Hilferuf aus Mosambik

01.02.2018 16:58
Christen aus dem Norden Mosambiks bitten um Gebet
Christen aus dem Norden Mosambiks bitten um Gebet

Aus dem äußersten Nordosten Mosambiks erreichte uns folgender Hilferuf von afrikanischen Mitarbeitern unseres Partners „TSM international“ (Nairobi). Sie versorgen Notleidende mit Nahrung, unterstützen christliche Gemeinden und unterhalten dort ein Schulungszentrum. Ihre Arbeit ist stark eingeschränkt, doch sie bleiben trotz der dramatischen Situation vor Ort:

Ein Konflikt, der in keinen Nachrichten erscheint:

Im Oktober 2017 hat eine islamistische Terrorgruppe unsere Stadt Mocimboa da Praia überfallen (damals sind 14 Angreifer und zwei Polizisten ums Leben gekommen). Seither kommt es täglich zu Übergriffen. Die Menschen unserer Region und unsere Gemeinden haben große Angst vor den Terroristen. Die lagern irgendwo im angrenzenden Buschland, von wo aus sie nachts Dörfer unserer Umgebung überfallen. Häuser werden niedergebrannt. Menschen ausgeraubt, entführt und getötet.

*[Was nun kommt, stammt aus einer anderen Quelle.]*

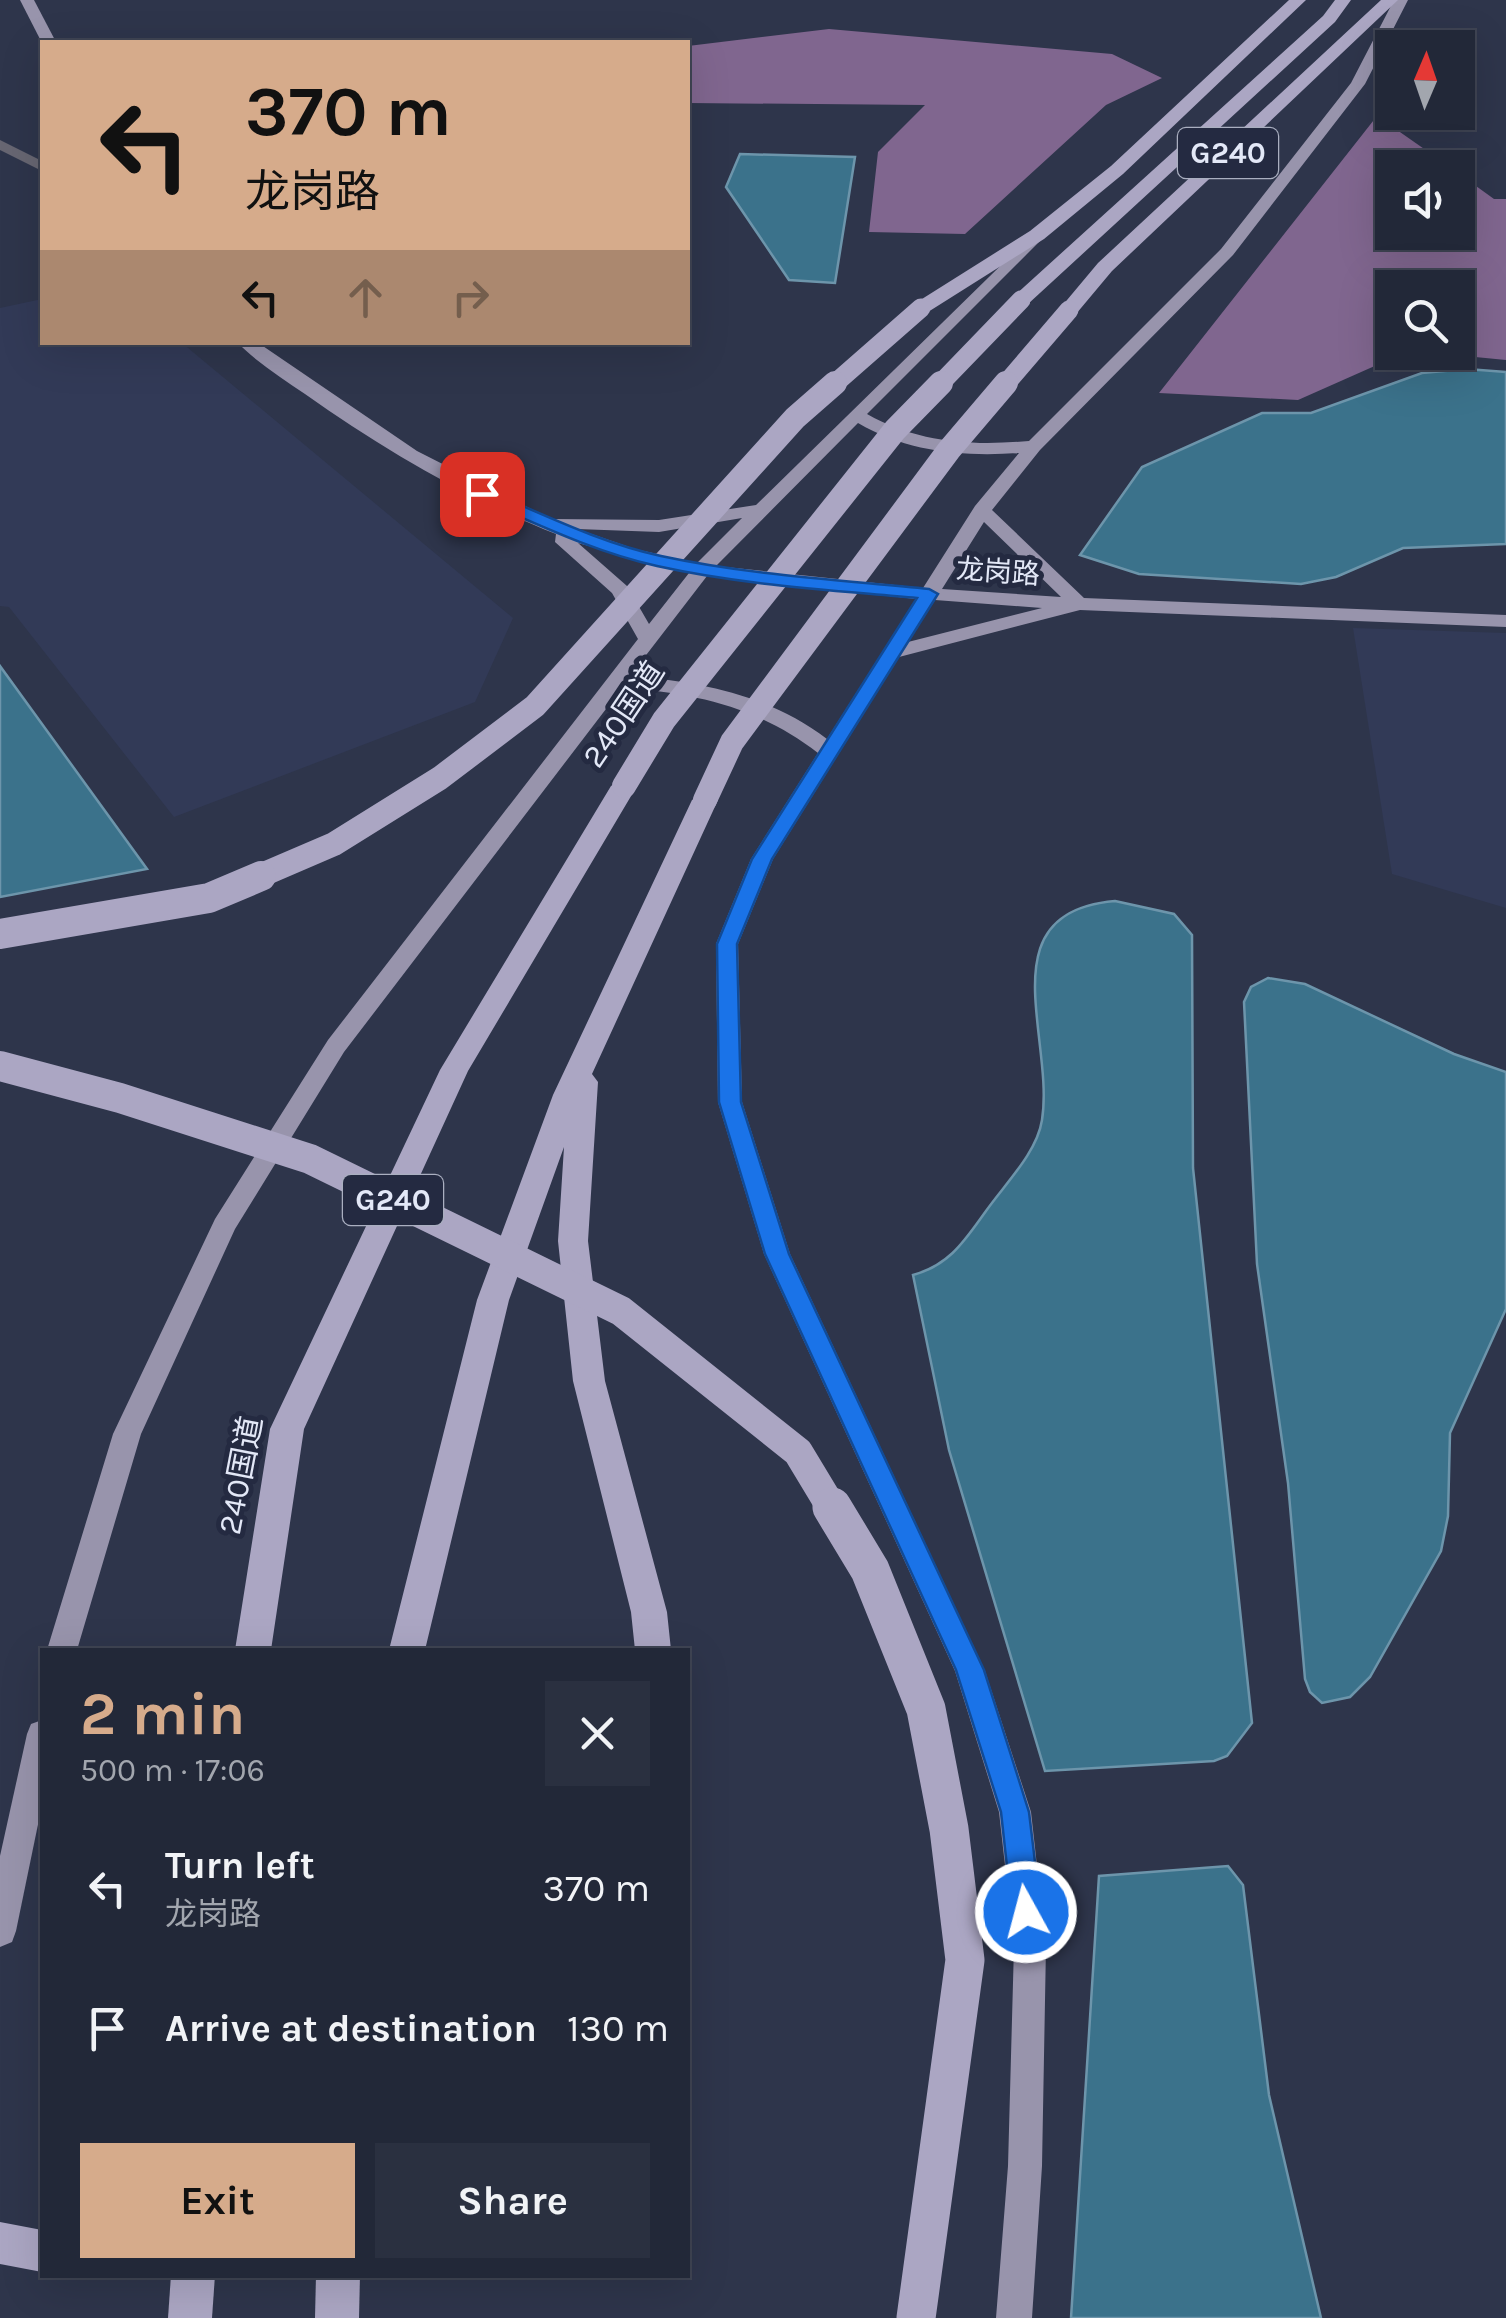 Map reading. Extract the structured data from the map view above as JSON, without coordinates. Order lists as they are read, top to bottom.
{
  "streets": {
    "highway": ["G240", "240国道"],
    "main road": ["龙岗路"]
  },
  "north": "top",
  "page": {
    "turn": ["370 m", "龙岗路"],
    "heading": ["2 min", "500 m · 17:06"],
    "list": [
      {
        "name": "Turn left",
        "note": "龙岗路",
        "value": "370 m"
      },
      {
        "name": "Arrive at destination",
        "value": "130 m"
      }
    ],
    "buttons": ["Exit", "Share"]
  }
}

Christen im Norden Mosambiks

Wegen der Überfälle sind die meisten Dorfbewohner inzwischen in unsere Stadt Mocimboa zu Verwandten und Freunden geflüchtet. Einige entkamen mit etwas Nahrung und Eigentum, das sie retten konnten, andere haben alles in ihren niedergebrannten Häusern verloren. Kürzlich haben Terroristen am helllichten Tag Bauern auf ihren Feldern überfallen und gefangengenommen. Sie raubten deren Dorf aus und zwangen die Leute, ihr geplündertes Hab und Gut über eine weite Strecke in den Busch zu tragen. Die Entführten seien nach dem muslimischen Freitagsgebet umgebracht worden, hören wir. Sie seien „geschlachtet worden wie Hühner“, heißt es. Frauen habe man mit Islamisten zwangsverheiratet. Ein Mann erzählte, dass von seiner Frau, die zum Reispflanzen auf dem Acker war, selbst heute – zwei Wochen später – noch jede Spur fehlt.

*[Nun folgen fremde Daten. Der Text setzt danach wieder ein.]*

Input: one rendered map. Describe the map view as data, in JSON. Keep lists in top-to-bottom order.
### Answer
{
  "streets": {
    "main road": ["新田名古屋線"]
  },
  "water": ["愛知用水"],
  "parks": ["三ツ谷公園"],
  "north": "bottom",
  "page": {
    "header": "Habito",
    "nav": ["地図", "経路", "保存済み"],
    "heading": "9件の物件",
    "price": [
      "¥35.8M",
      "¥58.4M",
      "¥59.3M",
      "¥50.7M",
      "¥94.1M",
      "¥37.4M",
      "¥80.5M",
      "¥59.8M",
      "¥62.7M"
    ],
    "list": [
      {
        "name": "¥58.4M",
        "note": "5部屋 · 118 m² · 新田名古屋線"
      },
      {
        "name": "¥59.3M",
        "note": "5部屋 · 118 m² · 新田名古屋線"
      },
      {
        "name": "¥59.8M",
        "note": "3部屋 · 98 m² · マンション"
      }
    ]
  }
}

Dörfer werden überfallen und ausgeraubt

Die Regierung hat die meisten Menschen in den gefährdeten Gebieten inzwischen von ihren Höfen evakuiert. Viele aus den christlichen Gemeinden, die wir betreuen, können nun in der so wichtigen Regenzeit nicht ihre Felder bestellen. Die Auswirkungen werden wir zu spüren bekommen. Die Angriffe der Islamisten haben sich auf die Bezirke Palma und Nangadi ausgebreitet, auch dort überfallen sie Dörfer und rauben sie aus. Ein Kollege dort berichtet: „Eben hat man einen unserer Nachbarn verhaftet, weil er ein Terrorist ist. Überall herrscht Angst und die Leute schlafen nicht mehr gut.“ In der Nachbarschaft unseres Schulungszentrums übernachten die Menschen nicht mehr in ihren Häusern, sie verstecken sich nachts im Busch. Wir haben unsere Studenten erstmal in ihre Heimatorte zurückgeschickt, bis sich die Situation entspannt.

Bitte betet mit uns, dass Jesus unserer Region wieder Frieden schenkt. Die Menschen hier leiden. Viele verlieren das Vertrauen ins Militär. Die Bedrohungslage hat gravierende Auswirkungen auf unsere Nothilfe und Projekte und die christlichen Gemeinden, die wir unterstützen. Wir beten, dass der Herr uns gibt was nötig ist, um den Menschen weiterhin dienen zu können. Wir wünschen uns, dass Jesus unsere Arbeit als Brücke nutzt. Bitte beten Sie mit uns um Bewahrung und Sicherheit, und dass wir in dieser schweren Zeit in unserer Abhängigkeit zu Jesus hin wachsen. Ein allgemeiner Geist der Angst hat unsere Region fest im Griff. Möge der Herr uns Mut und Kraft geben, seine Botschaft des Friedens und der Hoffnung gerade jetzt auszuteilen und vielen Hoffnung zu schenken. Der folgende Bibelvers (Mt 10,29f) ermutigt uns:

Welchen Wert hat schon ein Spatz? Man kann zwei von ihnen für einen Spottpreis kaufen. Trotzdem fällt keiner tot zur Erde, ohne dass euer Vater davon weiß. Bei euch sind sogar die Haare auf dem Kopf alle gezählt. Darum habt keine Angst! Ihr seid Gott mehr wert als ein ganzer Spatzenschwarm.